Data supplied:
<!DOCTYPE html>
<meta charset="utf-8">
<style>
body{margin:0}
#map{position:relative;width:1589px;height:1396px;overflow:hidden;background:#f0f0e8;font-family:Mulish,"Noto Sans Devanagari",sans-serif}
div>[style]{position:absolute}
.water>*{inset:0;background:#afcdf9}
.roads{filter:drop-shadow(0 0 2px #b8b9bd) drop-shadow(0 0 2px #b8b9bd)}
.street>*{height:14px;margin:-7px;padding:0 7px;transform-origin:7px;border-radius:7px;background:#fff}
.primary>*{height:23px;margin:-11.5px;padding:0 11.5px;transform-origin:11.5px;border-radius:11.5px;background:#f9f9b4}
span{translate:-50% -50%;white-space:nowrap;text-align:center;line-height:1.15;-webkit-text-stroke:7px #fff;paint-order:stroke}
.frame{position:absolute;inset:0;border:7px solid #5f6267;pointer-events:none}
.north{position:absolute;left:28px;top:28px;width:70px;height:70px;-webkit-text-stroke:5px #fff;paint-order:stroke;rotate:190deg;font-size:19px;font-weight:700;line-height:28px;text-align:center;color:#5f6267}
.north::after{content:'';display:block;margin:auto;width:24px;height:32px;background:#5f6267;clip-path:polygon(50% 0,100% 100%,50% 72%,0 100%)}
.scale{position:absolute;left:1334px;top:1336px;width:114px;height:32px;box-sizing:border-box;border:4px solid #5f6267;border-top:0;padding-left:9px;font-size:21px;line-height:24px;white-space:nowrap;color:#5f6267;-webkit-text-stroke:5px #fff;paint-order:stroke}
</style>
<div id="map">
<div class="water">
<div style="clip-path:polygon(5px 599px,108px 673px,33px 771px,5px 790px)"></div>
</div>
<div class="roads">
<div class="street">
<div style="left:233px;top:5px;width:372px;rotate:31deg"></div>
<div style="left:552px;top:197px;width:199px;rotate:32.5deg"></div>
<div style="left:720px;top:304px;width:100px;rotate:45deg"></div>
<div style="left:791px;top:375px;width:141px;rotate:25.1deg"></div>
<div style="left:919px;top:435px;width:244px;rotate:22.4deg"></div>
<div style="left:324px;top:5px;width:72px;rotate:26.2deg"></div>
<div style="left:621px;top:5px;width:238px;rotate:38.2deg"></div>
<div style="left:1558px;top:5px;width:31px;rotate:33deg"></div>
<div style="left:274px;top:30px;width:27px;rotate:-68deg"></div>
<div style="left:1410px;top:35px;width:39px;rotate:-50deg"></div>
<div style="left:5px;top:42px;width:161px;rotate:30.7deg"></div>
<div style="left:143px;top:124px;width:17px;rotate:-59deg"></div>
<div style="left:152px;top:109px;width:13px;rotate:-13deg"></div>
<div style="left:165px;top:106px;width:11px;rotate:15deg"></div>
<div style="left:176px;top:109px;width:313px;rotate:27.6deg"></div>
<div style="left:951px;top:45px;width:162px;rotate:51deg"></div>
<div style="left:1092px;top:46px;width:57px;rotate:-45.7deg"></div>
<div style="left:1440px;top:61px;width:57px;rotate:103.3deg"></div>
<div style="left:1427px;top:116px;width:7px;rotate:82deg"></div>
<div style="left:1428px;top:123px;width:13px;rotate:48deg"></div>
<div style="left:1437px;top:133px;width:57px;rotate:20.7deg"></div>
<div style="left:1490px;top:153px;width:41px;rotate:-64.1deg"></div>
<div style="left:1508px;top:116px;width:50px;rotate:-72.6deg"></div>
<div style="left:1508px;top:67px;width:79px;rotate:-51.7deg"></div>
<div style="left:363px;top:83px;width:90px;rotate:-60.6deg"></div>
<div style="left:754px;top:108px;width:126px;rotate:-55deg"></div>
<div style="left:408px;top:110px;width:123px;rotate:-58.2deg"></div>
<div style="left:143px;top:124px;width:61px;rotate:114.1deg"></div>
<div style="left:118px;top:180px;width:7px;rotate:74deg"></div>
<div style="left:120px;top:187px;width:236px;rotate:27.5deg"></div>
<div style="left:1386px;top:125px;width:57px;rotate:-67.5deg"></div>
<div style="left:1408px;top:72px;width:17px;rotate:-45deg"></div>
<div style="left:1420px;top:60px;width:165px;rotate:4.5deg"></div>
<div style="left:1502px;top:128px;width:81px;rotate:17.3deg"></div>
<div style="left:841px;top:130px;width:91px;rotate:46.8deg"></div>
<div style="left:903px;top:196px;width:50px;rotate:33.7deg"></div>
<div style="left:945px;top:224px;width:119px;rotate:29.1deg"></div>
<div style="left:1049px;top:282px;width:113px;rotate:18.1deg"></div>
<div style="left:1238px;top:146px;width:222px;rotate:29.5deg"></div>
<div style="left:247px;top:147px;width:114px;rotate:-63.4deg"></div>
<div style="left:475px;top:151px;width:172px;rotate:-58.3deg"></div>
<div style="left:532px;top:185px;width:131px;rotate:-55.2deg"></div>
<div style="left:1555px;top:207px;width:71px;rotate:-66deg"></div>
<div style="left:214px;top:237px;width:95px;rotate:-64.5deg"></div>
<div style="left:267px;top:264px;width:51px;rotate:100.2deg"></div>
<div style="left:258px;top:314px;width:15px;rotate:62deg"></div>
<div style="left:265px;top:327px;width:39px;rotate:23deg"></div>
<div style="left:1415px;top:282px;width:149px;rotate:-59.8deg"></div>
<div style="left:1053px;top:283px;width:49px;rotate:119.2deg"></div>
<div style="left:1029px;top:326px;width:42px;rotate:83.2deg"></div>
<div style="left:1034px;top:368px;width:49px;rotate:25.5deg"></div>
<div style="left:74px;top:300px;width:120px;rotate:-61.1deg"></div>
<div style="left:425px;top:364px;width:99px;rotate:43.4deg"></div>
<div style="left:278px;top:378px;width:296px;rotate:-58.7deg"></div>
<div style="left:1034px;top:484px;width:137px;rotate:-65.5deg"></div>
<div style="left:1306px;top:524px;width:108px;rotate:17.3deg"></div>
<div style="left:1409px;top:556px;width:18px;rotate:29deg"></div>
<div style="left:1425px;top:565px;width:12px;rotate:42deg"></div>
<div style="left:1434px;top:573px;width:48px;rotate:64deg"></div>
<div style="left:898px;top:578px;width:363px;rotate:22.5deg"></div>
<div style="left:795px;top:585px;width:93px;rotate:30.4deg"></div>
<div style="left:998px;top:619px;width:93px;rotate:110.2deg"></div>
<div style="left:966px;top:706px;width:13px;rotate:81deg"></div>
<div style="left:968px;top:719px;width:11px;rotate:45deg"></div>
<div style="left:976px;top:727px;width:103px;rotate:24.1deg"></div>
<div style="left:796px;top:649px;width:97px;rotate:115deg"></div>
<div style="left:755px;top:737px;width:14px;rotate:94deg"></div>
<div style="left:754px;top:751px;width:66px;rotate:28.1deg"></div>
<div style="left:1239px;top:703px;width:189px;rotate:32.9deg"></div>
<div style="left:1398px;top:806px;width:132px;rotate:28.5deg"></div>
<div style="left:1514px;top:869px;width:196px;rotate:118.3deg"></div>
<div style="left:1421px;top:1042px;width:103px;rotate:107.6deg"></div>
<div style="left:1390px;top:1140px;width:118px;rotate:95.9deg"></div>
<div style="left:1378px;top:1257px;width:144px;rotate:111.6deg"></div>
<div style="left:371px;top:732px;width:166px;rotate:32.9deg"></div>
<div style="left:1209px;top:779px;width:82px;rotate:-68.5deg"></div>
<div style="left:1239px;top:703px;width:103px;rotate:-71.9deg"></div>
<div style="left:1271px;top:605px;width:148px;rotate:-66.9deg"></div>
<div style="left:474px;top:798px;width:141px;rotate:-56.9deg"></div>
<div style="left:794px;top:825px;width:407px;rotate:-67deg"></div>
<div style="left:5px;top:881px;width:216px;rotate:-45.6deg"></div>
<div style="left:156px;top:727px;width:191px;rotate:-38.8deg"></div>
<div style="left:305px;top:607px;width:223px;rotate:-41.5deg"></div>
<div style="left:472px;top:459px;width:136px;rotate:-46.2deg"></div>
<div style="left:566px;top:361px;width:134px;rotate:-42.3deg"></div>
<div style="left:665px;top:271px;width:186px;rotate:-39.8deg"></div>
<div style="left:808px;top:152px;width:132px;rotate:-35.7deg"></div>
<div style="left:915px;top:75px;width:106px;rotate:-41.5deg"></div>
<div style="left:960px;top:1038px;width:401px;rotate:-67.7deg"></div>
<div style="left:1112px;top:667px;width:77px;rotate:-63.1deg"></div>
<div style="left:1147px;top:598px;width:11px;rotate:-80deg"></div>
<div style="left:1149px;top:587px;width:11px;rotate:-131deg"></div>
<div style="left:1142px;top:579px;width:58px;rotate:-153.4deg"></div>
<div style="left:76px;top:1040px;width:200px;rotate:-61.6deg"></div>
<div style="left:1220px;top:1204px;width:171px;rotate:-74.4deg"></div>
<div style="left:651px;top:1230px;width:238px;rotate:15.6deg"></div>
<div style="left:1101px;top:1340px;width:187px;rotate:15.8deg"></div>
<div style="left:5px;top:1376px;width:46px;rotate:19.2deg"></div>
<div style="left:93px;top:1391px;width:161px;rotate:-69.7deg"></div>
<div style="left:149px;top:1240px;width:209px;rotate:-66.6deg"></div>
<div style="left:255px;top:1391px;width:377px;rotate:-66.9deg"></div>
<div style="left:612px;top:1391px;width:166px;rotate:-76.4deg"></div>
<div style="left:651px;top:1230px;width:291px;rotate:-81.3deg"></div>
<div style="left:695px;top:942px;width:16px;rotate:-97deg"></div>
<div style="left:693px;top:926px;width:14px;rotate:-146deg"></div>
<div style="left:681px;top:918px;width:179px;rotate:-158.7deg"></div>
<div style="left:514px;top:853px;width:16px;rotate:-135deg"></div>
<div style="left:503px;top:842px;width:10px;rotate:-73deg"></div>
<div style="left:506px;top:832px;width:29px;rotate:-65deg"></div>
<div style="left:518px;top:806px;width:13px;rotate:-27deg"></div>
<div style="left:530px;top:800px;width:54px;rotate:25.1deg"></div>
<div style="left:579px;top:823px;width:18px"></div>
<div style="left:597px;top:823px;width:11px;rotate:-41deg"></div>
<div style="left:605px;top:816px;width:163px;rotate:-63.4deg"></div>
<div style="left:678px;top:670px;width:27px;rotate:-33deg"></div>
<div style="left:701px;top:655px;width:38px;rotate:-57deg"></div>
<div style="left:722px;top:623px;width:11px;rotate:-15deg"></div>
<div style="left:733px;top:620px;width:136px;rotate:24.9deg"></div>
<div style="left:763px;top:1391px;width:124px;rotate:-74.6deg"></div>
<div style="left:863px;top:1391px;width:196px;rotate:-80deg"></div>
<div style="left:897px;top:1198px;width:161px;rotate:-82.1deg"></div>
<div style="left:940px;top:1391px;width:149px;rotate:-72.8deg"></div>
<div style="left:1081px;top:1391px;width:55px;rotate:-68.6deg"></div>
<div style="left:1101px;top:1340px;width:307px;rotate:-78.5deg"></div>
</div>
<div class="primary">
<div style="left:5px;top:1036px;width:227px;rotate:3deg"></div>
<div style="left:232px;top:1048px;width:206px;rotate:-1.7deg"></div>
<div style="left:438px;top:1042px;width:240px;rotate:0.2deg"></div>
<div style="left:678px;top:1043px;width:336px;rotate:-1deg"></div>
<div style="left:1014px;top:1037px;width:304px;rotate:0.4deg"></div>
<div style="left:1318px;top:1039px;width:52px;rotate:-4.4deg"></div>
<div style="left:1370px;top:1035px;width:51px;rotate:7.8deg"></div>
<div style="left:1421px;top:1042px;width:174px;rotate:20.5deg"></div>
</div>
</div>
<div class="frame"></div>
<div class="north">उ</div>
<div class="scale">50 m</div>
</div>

Directions for this task: Identify the lines above with the word "roads". Copy them.

Solution to the exercise:
.roads{filter:drop-shadow(0 0 2px #b8b9bd) drop-shadow(0 0 2px #b8b9bd)}
<div class="roads">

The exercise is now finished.